Stored data entries

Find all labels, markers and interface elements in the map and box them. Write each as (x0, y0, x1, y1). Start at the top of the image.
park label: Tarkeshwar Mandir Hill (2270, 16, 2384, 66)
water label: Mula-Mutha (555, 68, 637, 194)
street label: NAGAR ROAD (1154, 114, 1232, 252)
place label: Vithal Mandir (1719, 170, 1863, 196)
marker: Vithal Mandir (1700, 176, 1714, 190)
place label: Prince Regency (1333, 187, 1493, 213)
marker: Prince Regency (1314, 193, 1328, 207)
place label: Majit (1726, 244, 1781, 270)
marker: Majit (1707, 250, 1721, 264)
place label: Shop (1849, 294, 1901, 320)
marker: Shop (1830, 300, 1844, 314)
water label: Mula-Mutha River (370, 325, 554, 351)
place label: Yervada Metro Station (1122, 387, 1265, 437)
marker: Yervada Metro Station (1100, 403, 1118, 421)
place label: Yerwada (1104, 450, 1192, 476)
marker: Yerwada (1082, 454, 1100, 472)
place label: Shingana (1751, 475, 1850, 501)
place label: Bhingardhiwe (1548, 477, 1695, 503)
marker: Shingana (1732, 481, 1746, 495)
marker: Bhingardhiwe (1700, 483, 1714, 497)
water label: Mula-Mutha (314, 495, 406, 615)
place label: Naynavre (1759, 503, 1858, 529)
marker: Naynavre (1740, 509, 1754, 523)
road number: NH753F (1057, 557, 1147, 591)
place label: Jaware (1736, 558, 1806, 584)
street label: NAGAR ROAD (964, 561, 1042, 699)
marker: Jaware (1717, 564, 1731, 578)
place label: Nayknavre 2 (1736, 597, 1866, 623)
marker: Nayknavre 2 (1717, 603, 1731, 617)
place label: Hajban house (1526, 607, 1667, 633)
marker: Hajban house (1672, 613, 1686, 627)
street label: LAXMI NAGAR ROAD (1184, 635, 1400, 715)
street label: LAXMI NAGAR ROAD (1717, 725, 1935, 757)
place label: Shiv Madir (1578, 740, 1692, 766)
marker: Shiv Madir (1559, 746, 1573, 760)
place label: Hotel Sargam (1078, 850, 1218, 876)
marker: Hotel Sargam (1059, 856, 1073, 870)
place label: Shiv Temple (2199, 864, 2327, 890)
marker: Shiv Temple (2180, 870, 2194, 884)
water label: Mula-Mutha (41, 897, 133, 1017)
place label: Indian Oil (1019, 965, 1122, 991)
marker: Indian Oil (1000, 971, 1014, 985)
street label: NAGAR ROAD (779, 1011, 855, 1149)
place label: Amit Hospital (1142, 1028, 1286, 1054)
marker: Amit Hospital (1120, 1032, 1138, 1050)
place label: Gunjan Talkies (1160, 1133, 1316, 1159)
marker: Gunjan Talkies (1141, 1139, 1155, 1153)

■ **Your goal**: Transcribe each line above exactly; skip none.

■ **Solution for this problem**:
Find all labels, markers and interface elements in the map and box them. Write each as (x0, y0, x1, y1). Start at the top of the image.
park label: Tarkeshwar Mandir Hill (2270, 16, 2384, 66)
water label: Mula-Mutha (555, 68, 637, 194)
street label: NAGAR ROAD (1154, 114, 1232, 252)
place label: Vithal Mandir (1719, 170, 1863, 196)
marker: Vithal Mandir (1700, 176, 1714, 190)
place label: Prince Regency (1333, 187, 1493, 213)
marker: Prince Regency (1314, 193, 1328, 207)
place label: Majit (1726, 244, 1781, 270)
marker: Majit (1707, 250, 1721, 264)
place label: Shop (1849, 294, 1901, 320)
marker: Shop (1830, 300, 1844, 314)
water label: Mula-Mutha River (370, 325, 554, 351)
place label: Yervada Metro Station (1122, 387, 1265, 437)
marker: Yervada Metro Station (1100, 403, 1118, 421)
place label: Yerwada (1104, 450, 1192, 476)
marker: Yerwada (1082, 454, 1100, 472)
place label: Shingana (1751, 475, 1850, 501)
place label: Bhingardhiwe (1548, 477, 1695, 503)
marker: Shingana (1732, 481, 1746, 495)
marker: Bhingardhiwe (1700, 483, 1714, 497)
water label: Mula-Mutha (314, 495, 406, 615)
place label: Naynavre (1759, 503, 1858, 529)
marker: Naynavre (1740, 509, 1754, 523)
road number: NH753F (1057, 557, 1147, 591)
place label: Jaware (1736, 558, 1806, 584)
street label: NAGAR ROAD (964, 561, 1042, 699)
marker: Jaware (1717, 564, 1731, 578)
place label: Nayknavre 2 (1736, 597, 1866, 623)
marker: Nayknavre 2 (1717, 603, 1731, 617)
place label: Hajban house (1526, 607, 1667, 633)
marker: Hajban house (1672, 613, 1686, 627)
street label: LAXMI NAGAR ROAD (1184, 635, 1400, 715)
street label: LAXMI NAGAR ROAD (1717, 725, 1935, 757)
place label: Shiv Madir (1578, 740, 1692, 766)
marker: Shiv Madir (1559, 746, 1573, 760)
place label: Hotel Sargam (1078, 850, 1218, 876)
marker: Hotel Sargam (1059, 856, 1073, 870)
place label: Shiv Temple (2199, 864, 2327, 890)
marker: Shiv Temple (2180, 870, 2194, 884)
water label: Mula-Mutha (41, 897, 133, 1017)
place label: Indian Oil (1019, 965, 1122, 991)
marker: Indian Oil (1000, 971, 1014, 985)
street label: NAGAR ROAD (779, 1011, 855, 1149)
place label: Amit Hospital (1142, 1028, 1286, 1054)
marker: Amit Hospital (1120, 1032, 1138, 1050)
place label: Gunjan Talkies (1160, 1133, 1316, 1159)
marker: Gunjan Talkies (1141, 1139, 1155, 1153)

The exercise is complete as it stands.